Materials provided:
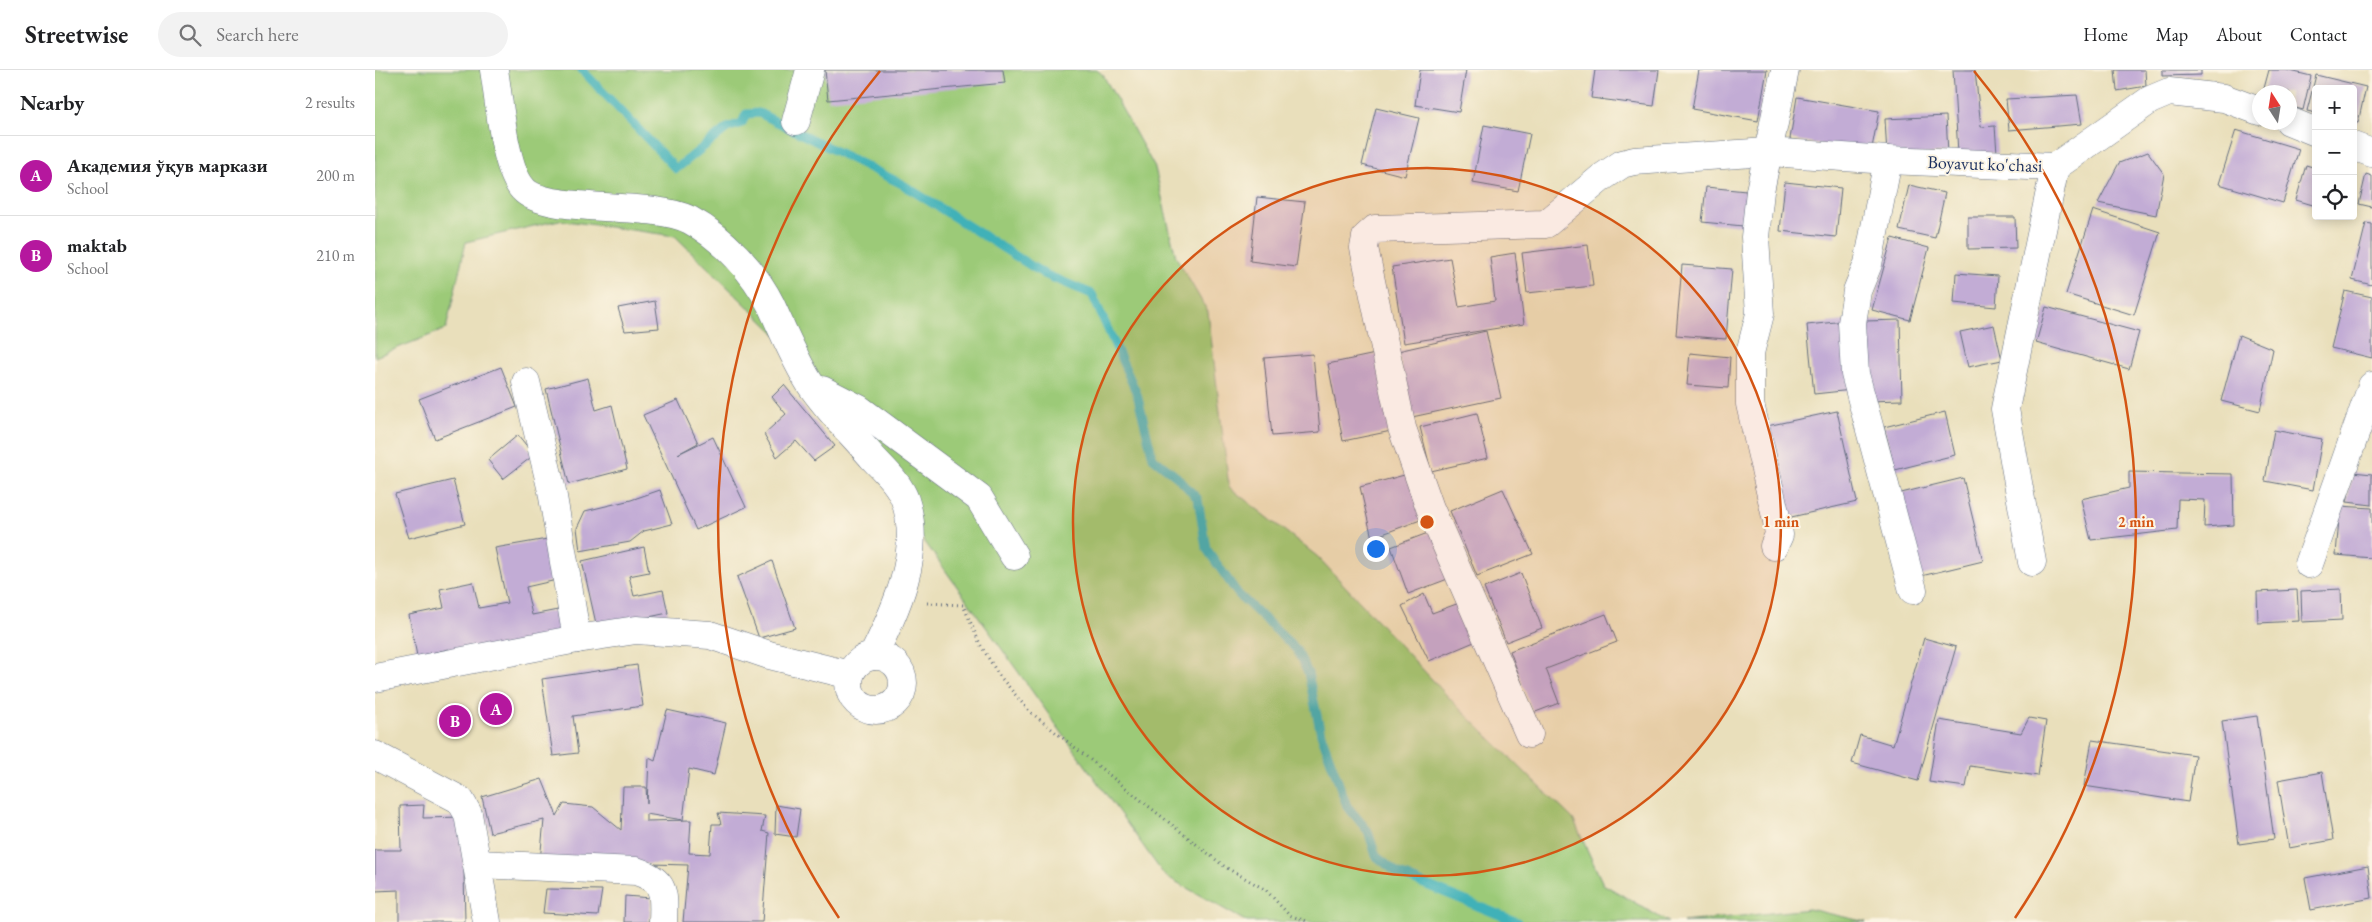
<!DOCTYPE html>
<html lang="en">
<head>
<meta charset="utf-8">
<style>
	body { margin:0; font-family:"EB Garamond",serif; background:#f2f2f2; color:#202124 }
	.controls { position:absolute; right:15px; top:15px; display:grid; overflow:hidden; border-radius:5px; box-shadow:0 2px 12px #0003 }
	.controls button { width:45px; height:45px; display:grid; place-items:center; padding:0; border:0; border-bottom:1px solid #e0e0e0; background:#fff; color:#202124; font:25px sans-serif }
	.compass { position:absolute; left:1877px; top:15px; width:45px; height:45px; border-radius:50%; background:#fff; box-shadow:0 2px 12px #0003; rotate:348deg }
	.you { position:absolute; left:1000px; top:478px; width:18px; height:18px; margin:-12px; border:4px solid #fff; border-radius:50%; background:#1a73e8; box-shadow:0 0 0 8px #1a73e833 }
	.badge { display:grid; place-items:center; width:32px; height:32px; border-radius:50%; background:#b5179e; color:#fff; font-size:16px; font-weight:700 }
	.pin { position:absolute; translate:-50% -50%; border:2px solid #fff; box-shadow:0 1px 5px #0006 }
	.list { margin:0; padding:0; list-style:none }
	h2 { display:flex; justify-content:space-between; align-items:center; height:65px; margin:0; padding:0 20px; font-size:21px }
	h2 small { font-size:16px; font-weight:400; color:#757577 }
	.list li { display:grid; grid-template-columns:32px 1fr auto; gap:15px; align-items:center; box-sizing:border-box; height:80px; padding:0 20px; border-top:1px solid #e0e0e0 }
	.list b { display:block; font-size:19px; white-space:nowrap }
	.list p { margin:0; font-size:16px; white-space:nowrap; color:#757577 }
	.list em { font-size:16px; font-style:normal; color:#757577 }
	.icon { flex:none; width:28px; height:28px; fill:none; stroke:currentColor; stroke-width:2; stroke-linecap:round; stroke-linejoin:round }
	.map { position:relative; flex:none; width:1997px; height:852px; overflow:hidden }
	header { display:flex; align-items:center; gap:30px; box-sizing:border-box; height:70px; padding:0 25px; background:#fff; border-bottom:1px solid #e0e0e0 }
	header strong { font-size:24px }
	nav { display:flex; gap:28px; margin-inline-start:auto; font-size:18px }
	.search { width:350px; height:45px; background:#f2f2f2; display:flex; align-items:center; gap:12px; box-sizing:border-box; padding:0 18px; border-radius:28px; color:#757577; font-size:19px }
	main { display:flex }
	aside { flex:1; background:#fff }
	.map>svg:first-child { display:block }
</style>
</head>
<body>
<header>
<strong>Streetwise</strong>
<div class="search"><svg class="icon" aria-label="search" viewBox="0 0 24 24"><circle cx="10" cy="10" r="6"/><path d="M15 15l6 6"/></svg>Search here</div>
<nav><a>Home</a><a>Map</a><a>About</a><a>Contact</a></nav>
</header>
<main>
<aside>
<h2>Nearby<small>2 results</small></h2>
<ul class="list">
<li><span class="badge">A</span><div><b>Академия ўқув маркази</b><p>School</p></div><em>200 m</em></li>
<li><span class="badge">B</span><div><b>maktab</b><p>School</p></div><em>210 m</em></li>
</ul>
</aside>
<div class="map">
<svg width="1997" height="852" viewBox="0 0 1997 852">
	<rect width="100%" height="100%" fill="#fcf5e5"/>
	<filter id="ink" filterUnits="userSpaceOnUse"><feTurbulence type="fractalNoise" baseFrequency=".02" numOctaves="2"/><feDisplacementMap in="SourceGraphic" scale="10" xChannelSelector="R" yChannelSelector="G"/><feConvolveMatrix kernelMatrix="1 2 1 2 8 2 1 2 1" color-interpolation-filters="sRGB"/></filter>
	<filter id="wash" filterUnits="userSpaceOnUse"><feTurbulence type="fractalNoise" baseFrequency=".0096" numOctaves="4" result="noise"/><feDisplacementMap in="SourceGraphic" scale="20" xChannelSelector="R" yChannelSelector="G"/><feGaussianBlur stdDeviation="1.12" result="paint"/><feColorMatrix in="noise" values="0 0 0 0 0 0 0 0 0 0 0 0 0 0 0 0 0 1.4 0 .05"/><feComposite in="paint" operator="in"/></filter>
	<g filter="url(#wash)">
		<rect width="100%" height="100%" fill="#e9dfbb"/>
		<g fill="#9cca78" stroke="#5c7c6b">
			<polygon points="0,0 722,0 728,5 780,98 801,187 833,242 854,417 943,487 1079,633 1198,749 1228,814 1293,852 872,852 789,805 400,263 300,166 184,150 91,172 71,259 0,287"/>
			<polygon points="1434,839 1491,852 1308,852"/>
		</g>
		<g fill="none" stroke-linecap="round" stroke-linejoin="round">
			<polyline stroke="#40b1b8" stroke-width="9" points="207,0 301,99 352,58 367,53 371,44 384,43 527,114 669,204 717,224 762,324 778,388 802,407 823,429 831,478 863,524 921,579 933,603 946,664 972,736 993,761 1001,786 1022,803 1142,852"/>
		</g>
		<g id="blocks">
			<g fill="#c2acd5">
				<polygon points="450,0 628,0 630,13 453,30"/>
				<polygon points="1045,0 1091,0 1084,42 1040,35"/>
				<polygon points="1220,0 1284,0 1279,36 1216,28"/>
				<polygon points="1324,0 1392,0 1383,51 1317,39"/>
				<polygon points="1578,0 1600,0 1606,57 1620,56 1622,83 1583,83"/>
				<polygon points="1740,0 1770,0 1771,16 1742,21"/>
				<polygon points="1787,0 1826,0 1826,5 1787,6"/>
				<polygon points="1894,0 1911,0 1936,6 1928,40 1914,36 1914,22 1888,22"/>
				<polygon points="1941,5 1991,17 1983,53 1978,52 1978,19 1941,19 1941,43 1932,41"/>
				<polygon points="1702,25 1707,54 1634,60 1631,29"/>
				<polygon points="1422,27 1504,41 1496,83 1415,69"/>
				<polygon points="1001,38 1044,48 1030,106 987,95"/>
				<polygon points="1571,46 1573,83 1512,86 1510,49"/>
				<polygon points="1109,55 1155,64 1143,121 1098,113"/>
				<polygon points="1861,60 1924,79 1908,133 1844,114"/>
				<polygon points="1773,82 1789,104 1781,145 1723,133 1744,93"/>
				<polygon points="1931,95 1941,98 1941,136 1921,130"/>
				<polygon points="1991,104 1997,106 1997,137 1984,134"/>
				<polygon points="1410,112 1466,118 1461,167 1405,161"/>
				<polygon points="1534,115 1570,123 1560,168 1524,160"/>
				<polygon points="1331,117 1371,121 1368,156 1327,152"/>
				<polygon points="882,127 930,132 921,197 875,191"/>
				<polygon points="1718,140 1785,162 1759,245 1691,224"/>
				<polygon points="1593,147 1640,147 1641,178 1593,179"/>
				<polygon points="1991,153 1997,154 1997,215 1977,210"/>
				<polygon points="1517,168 1554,178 1535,250 1497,240"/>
				<polygon points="1213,175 1218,216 1152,223 1147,183"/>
				<polygon points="1140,183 1149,254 1029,273 1017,197 1075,188 1084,237 1120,231 1115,187"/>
				<polygon points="1307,195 1357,199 1351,269 1301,265"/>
				<polygon points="1581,203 1623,206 1621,237 1579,233"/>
				<polygon points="1970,221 1997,227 1997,288 1956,278"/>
				<polygon points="280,231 284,258 250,261 243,238"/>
				<polygon points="1671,237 1764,262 1754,299 1661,273"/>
				<polygon points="1525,250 1527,330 1493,331 1490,251"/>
				<polygon points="1470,251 1477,320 1439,324 1432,255"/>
				<polygon points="1619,255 1627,290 1593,297 1585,262"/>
				<polygon points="1111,261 1126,328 1037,347 1023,281"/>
				<polygon points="1864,265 1898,279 1885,341 1846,331"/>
				<polygon points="1005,283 1021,360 968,371 953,294"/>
				<polygon points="1315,283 1355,287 1353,318 1312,315"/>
				<polygon points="938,284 945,362 897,366 889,288"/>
				<polygon points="126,297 142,337 60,369 44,329"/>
				<polygon points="213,308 221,340 237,335 252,399 194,414 171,319"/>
				<polygon points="409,315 460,376 439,391 421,371 402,387 389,364 411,344 397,327"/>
				<polygon points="303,330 323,373 303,384 338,367 371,437 321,460 268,345"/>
				<polygon points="1462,341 1482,432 1412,448 1392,356"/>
				<polygon points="1570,342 1580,385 1520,400 1509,357"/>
				<polygon points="1102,343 1113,388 1056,401 1045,357"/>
				<polygon points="1899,360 1947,369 1938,420 1890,411"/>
				<polygon points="143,365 159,385 128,409 113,390"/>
				<polygon points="1754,402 1858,404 1859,455 1829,457 1830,430 1803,429 1802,460 1716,470 1706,429 1754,418"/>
				<polygon points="1978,402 1997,404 1997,435 1972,432"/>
				<polygon points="1033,404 1048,449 997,468 985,417"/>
				<polygon points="1588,408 1608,491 1542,507 1522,424"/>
				<polygon points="78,410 90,454 34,468 20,424"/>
				<polygon points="1128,419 1158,484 1102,506 1075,441"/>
				<polygon points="285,420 297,454 269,461 255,472 205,481 202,458 210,441 256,430"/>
				<polygon points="1965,436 1997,438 1997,488 1961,485"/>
				<polygon points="1058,461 1078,507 1033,524 1016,477"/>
				<polygon points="178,468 186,509 151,517 157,545 193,538 198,564 76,588 74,579 42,586 34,545 69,538 65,519 98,512 104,538 132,533 120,478"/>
				<polygon points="269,477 274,502 254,506 259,526 288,520 293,543 222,558 207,491"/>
				<polygon points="397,491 420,558 384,568 362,507"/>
				<polygon points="1146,503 1167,558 1131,572 1109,518"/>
				<polygon points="1966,519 1967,550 1927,552 1926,521"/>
				<polygon points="1922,520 1924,551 1883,553 1882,522"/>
				<polygon points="1049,524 1057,543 1087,532 1104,570 1054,591 1027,536"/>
				<polygon points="1231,544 1242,572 1171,599 1184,633 1158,643 1135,581"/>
				<polygon points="1549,568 1581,577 1543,711 1477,693 1485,665 1518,675"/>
				<polygon points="262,595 268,636 198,646 203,683 178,686 167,609"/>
				<polygon points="292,640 351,653 339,705 314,699 308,750 271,744 271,751 316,750 314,783 335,784 337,754 346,754 343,743 390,746 387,761 394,763 387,852 308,852 313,795 165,791 169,750 115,763 107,727 167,709 182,746 189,734 218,737 246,760 248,717 271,717 272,734 274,688 280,691"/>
				<polygon points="1882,646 1899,769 1864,774 1847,651"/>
				<polygon points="1654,648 1671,651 1663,706 1595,696 1591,717 1554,712 1564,650 1646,663"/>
				<polygon points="1717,670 1820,685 1813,732 1709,716"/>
				<polygon points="1947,702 1958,770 1914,778 1903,710"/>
				<polygon points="49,735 48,748 88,747 90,852 24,852 24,820 0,821 0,780 26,780 25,736"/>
				<polygon points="401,735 425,739 421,767 400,764"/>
				<polygon points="1993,796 1997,828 1936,840 1930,808"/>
				<polygon points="171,819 227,820 223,846 168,843"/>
				<polygon points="250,826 276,828 274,852 249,852"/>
			</g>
		</g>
	</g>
	<g filter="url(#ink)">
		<use href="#blocks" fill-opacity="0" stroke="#636d7f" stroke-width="1"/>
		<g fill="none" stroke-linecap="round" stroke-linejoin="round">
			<g stroke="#636d7f" stroke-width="29">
				<g id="minor">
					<path d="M119,0C124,28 129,99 148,119C171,145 276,130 315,150C348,168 379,201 396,235C408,261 419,288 434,312C449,336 479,366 498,388C509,400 524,413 530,430C548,483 521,539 498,586"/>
					<polyline points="1410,0 1393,82 1513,90 1680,97 1775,30 1794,22 1849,28 1884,41"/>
					<polyline points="421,51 435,0"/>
					<polyline points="1914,51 1941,62"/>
					<polyline points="1978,76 1997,83"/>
					<polyline points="1513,90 1493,194 1482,221 1477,253 1480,304 1538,520"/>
					<polyline points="151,312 177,421 202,569"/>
					<polyline points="447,320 484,339 604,428 639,486"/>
					<polyline points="1657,492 1630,339 1680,97"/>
					<polyline points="1934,494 1997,316"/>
					<circle cx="501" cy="613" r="27"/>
					<polyline points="0,608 202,569 261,560 335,565 394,585 475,605"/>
					<polyline points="1154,664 1055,438 1027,358 989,178 991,167 1000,159 1171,154 1226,108 1247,94 1259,91 1393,82 1385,121 1380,167 1385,244 1375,283 1375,334 1402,451 1404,465 1399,476"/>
					<polyline points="0,685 85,730 93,744 112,852"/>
					<path d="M103,794L261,801C291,811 289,823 288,852"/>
				</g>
			</g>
			<polyline stroke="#636d7f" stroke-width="3" stroke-dasharray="1 4" stroke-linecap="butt" points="552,533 588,535 605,574 623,604 654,641 850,797 891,820 914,845 934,852"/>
			<use href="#minor" stroke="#fff" stroke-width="28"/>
		</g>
	</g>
	<circle cx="1052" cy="452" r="354" fill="#d45514" fill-opacity=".12"/>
	<g fill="none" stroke="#d45514" stroke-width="2.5">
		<circle cx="1052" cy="452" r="354"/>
		<path d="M464 848A709 709 0 0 1 505 1M1599 1A709 709 0 0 1 1640 848"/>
	</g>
	<g text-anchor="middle" stroke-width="4" stroke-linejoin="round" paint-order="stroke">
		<g font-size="18" fill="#1b2f5e" stroke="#fcf5e5">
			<text transform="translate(1610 94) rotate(2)" y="6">Boyavut ko'chasi</text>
		</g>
	</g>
	<circle cx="1052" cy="452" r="8" fill="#d45514" stroke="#fcf5e5" stroke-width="2.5"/>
	<g font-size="15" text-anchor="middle" font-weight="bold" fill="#d45514" stroke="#fcf5e5" stroke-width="4" stroke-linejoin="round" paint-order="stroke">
		<text x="1406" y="457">1 min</text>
		<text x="1761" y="457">2 min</text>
	</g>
</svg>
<div class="controls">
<button>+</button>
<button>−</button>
<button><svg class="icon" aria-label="locate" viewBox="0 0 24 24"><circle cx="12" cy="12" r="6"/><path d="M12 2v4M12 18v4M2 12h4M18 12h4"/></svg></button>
</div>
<svg class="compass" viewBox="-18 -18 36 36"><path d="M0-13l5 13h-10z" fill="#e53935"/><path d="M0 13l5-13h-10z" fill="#757577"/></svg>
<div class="you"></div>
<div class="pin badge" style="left:121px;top:639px">A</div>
<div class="pin badge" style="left:80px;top:651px">B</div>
</div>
</main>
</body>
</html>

Aim of the task: Reproduce exactly the lines from the beginning of the material down to the line containing "margin:0; padding:0; list-style:none", both ends included, but not the pictures or anything after.

Response to the exercise:
<!DOCTYPE html>
<html lang="en">
<head>
<meta charset="utf-8">
<style>
	body { margin:0; font-family:"EB Garamond",serif; background:#f2f2f2; color:#202124 }
	.controls { position:absolute; right:15px; top:15px; display:grid; overflow:hidden; border-radius:5px; box-shadow:0 2px 12px #0003 }
	.controls button { width:45px; height:45px; display:grid; place-items:center; padding:0; border:0; border-bottom:1px solid #e0e0e0; background:#fff; color:#202124; font:25px sans-serif }
	.compass { position:absolute; left:1877px; top:15px; width:45px; height:45px; border-radius:50%; background:#fff; box-shadow:0 2px 12px #0003; rotate:348deg }
	.you { position:absolute; left:1000px; top:478px; width:18px; height:18px; margin:-12px; border:4px solid #fff; border-radius:50%; background:#1a73e8; box-shadow:0 0 0 8px #1a73e833 }
	.badge { display:grid; place-items:center; width:32px; height:32px; border-radius:50%; background:#b5179e; color:#fff; font-size:16px; font-weight:700 }
	.pin { position:absolute; translate:-50% -50%; border:2px solid #fff; box-shadow:0 1px 5px #0006 }
	.list { margin:0; padding:0; list-style:none }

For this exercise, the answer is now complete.